Communities help detect historic trees

24 JUNE 2014

Intense community interest has helped CSU researchers locate old survey trees of heritage importance across southern NSW.

Intense community interest has helped Charles Sturt University (CSU) researchers locate old survey trees of heritage importance across southern NSW.

Since a call for help in finding these trees went out to landholders in the Greater Hume, Lockhart, and Corowa shires for assistance, the researchers have located 67 trees throughout the region.

Dr Peter Spooner"We've had a lot of success in our search for these historic trees that were used to help map and survey farming land in the region," said project leader Dr Peter Spooner, from Charles Sturt University's Institute for Land, Water and Society.

"Although not every landholder was successful, many farmers searched for old survey trees on their properties, and I thank them all for their efforts.

"Due to the ravages of time, unfortunately, many of the markings on the trees have either decayed or grown over, so no wonder it was quite difficult for many farmers to locate them."

Fieldwork to locate the survey trees has been completed, and the CSU researchers are now investigating the histories of each tree. CSU Honours student Jake Shoard will describe aspects of each tree, such as the condition of the tree, their locations and distribution patterns, and, using historic records and maps, the tree's history.

"Where possible we want to uncover the history of each tree," Dr Spooner said.

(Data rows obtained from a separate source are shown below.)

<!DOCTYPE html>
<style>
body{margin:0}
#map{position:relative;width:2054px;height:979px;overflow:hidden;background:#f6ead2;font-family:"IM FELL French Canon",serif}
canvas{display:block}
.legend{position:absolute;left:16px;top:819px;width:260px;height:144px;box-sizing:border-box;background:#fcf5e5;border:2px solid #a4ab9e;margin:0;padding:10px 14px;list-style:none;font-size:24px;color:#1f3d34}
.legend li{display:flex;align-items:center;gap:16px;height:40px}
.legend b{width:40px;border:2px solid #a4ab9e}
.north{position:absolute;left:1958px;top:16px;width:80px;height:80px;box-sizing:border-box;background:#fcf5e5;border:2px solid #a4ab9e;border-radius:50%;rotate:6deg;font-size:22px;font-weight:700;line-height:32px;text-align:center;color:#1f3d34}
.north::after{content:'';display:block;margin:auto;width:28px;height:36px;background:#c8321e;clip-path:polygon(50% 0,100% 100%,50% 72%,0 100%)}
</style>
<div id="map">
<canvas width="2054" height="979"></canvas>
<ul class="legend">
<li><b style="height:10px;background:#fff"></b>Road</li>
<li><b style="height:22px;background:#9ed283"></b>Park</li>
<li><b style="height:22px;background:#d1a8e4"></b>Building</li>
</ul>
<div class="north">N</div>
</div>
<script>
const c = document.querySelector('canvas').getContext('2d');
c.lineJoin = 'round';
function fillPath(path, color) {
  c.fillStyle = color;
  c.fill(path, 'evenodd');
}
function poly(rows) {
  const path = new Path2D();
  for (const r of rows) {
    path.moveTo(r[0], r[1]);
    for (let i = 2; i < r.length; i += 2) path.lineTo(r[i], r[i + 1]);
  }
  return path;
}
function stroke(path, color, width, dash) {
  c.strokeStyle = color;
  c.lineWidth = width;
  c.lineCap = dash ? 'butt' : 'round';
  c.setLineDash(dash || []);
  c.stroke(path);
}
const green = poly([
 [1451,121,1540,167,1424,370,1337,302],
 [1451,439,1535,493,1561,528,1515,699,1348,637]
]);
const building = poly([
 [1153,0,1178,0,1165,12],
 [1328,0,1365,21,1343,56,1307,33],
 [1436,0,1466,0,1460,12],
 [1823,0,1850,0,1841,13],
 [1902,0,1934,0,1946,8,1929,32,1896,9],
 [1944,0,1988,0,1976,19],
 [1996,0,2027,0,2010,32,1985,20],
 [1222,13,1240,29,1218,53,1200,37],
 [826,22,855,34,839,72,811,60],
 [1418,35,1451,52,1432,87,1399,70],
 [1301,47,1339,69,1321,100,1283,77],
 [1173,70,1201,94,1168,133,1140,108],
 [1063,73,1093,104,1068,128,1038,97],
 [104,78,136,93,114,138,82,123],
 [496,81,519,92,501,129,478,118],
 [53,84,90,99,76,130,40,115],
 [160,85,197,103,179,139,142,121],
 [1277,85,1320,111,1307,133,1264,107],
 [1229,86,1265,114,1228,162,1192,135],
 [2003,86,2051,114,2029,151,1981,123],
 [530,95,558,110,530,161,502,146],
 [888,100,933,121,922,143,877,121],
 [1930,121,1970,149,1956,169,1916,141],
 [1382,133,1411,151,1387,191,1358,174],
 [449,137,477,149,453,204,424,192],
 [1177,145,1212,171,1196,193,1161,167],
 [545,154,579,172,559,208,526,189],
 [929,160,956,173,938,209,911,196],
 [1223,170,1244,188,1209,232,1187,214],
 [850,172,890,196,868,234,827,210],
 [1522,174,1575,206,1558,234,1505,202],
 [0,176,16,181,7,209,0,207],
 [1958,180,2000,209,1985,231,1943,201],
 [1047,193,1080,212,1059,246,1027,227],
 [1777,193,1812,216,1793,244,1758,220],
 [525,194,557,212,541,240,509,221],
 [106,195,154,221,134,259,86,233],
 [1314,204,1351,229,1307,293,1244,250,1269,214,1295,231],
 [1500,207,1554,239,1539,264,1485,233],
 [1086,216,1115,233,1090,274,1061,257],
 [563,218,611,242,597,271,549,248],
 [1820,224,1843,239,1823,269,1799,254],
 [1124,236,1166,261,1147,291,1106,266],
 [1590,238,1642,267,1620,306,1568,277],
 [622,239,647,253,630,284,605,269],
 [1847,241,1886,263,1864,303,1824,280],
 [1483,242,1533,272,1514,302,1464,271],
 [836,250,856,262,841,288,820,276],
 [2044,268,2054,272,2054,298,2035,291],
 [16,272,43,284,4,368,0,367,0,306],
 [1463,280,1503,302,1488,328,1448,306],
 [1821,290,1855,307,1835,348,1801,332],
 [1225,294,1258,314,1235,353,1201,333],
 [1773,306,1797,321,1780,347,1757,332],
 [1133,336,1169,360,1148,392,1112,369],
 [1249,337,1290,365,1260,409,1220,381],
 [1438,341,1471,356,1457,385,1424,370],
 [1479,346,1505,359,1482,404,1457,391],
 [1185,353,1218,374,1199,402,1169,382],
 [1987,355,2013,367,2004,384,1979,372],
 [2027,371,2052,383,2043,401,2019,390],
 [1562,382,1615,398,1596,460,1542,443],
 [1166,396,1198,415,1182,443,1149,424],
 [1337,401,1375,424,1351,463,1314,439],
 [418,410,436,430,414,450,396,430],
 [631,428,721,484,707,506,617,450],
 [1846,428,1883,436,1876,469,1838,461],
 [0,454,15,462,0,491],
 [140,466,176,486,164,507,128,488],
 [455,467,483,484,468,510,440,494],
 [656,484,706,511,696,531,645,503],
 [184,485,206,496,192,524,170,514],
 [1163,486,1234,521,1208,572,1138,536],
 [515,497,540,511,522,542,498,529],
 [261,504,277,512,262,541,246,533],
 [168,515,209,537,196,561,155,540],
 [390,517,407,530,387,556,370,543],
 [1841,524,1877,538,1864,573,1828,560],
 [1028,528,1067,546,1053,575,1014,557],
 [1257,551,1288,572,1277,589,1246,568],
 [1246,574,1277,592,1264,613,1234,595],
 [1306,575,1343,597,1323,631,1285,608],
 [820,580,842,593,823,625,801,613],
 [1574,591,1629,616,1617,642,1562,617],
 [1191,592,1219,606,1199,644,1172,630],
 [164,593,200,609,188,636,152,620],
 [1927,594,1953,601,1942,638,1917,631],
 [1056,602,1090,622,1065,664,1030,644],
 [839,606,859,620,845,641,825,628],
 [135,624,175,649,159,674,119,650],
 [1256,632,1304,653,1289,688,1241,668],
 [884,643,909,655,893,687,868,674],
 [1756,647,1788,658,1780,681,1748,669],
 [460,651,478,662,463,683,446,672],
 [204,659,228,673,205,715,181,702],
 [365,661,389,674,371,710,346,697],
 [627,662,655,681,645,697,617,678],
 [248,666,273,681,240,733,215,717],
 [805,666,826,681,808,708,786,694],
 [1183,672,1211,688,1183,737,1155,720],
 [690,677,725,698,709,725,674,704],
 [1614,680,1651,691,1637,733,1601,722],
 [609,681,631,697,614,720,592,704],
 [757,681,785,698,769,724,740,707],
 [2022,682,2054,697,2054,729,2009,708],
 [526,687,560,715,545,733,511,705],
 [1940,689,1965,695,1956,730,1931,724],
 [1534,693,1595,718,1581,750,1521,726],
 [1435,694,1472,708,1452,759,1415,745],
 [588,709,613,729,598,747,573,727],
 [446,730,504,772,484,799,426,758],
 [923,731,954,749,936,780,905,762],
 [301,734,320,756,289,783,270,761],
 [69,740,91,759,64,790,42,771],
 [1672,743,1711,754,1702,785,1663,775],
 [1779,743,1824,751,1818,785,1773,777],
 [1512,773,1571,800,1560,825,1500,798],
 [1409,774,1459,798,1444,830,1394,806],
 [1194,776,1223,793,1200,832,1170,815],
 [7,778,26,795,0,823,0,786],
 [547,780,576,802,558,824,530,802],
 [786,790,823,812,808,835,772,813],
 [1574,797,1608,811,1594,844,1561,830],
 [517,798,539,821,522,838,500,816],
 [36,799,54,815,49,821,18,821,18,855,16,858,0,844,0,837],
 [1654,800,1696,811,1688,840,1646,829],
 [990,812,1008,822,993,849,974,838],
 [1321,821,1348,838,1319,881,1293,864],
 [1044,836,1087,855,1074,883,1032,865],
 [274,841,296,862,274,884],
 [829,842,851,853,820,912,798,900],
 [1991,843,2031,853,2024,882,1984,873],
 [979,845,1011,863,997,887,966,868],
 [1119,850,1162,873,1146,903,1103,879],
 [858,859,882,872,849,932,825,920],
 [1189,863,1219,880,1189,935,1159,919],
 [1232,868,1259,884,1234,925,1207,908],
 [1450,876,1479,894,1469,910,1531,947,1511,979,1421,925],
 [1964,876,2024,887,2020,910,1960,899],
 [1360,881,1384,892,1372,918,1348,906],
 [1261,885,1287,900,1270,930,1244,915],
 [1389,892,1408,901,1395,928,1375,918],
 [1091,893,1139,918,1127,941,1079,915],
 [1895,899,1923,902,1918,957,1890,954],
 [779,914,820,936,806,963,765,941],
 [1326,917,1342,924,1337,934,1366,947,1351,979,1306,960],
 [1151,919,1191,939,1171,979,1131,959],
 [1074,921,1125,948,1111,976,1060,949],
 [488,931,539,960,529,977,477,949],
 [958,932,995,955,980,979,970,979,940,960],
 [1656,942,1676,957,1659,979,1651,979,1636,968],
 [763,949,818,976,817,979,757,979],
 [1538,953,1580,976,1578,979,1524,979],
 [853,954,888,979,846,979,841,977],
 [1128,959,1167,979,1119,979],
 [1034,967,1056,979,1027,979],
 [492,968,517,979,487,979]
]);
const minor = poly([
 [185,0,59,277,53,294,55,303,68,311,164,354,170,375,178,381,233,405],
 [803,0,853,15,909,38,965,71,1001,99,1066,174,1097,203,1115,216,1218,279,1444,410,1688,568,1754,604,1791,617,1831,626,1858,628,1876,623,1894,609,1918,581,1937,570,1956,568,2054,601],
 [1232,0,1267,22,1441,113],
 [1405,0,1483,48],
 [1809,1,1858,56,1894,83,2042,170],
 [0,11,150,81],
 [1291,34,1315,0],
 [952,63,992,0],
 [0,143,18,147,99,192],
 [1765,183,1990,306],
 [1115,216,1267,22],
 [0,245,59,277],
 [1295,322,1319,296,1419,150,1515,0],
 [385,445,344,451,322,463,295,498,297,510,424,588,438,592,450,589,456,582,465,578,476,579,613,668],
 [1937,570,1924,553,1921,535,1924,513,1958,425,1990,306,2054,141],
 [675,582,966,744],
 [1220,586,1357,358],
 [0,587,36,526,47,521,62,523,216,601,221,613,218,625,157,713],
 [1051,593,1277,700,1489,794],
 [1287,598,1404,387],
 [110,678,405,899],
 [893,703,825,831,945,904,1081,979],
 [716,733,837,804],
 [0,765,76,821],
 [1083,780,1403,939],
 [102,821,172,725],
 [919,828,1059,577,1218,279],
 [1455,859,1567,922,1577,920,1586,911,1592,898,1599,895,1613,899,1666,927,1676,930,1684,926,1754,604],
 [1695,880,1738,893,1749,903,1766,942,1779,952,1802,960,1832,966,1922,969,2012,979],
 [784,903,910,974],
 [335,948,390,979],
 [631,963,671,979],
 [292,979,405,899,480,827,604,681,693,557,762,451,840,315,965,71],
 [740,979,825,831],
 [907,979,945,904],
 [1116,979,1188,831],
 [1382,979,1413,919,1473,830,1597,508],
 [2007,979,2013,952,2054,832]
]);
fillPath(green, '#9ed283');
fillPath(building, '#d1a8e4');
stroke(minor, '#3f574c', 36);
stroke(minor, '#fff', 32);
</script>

"NSW Land and Property Information have provided a huge amount of in-kind assistance in helping us identify why the trees were marked and also with some aspects of their histories, using original land portion plans dating back to the 1870s.

"Using these plans, we have verified the markings on each tree, when they were marked, and why," he said.

Dr Spooner is also grateful for assistance provided by many current and retired surveyors working in various government departments and elsewhere in NSW.

"These people played an important role in developing the country, and many have great stories to tell, which they are keen to share," said Dr Spooner.

The researchers have identified three groups of trees, some with unanticipated stories.

"The main group are corner reference trees, permanent markers normally blazed at each corner of a paddock. We found quite a few of these, but unfortunately, due to their age, the markings are very hard to decipher. The markings cut into gum trees in particular have grown over or deteriorated and you can't read them anymore. However on other species, such as Murray pines, some markings have preserved surprisingly well," Dr Spooner said.

Where the marks are clear, the researchers have been able to accurately date when the survey took place.

"Other trees with the marking 'BM', or benchmark, and other numbers inscribed, were initially a puzzle. The numbers did not align to any known plans or maps," Dr Spooner said.

However, landholders around Corowa, Savernake and Berrigan reported many of these trees along local roadsides in the area.  With assistance NSW State Water, we found that a number of these trees date back to 1932 when surveys were conducted to develop irrigation in this area.

"'BM' trees were used by surveyors to accurately survey the rise and fall of the land to plot the path of proposed channels, as well as plan for expected flooding. As a result, a grid work of these 'BM' marked trees were marked almost every mile or so in the irrigation districts. And many of these trees still survive in varying conditions."

A third group of trees were grouped as 'trees for very specific purposes'.

"These survey trees were marked as trig stations, or as boundaries for roads or cemeteries. We've also located unusual markings on trees along in Travelling Stock routes, and along the Murray River, which are still under investigation, but potentially link back to early surveys in the 1870s," Dr Spooner said.

The CSU researchers are still documenting the trees' histories, which, once completed, Dr Spooner intends to present to the landholders who participated in the project to share with them the stories of the heritage trees on their properties.

"These trees are living history," said Dr Spooner.  "In rural areas, old survey trees are one of the few remaining physical legacies of its European land settlement history.  It is vital that we record the location and characteristics of old survey trees before they, and the stories they tell, are lost forever."This information may be used to assist in developing cultural heritage or eco tours of council areas, to share the stories and history of land settlement in NSW."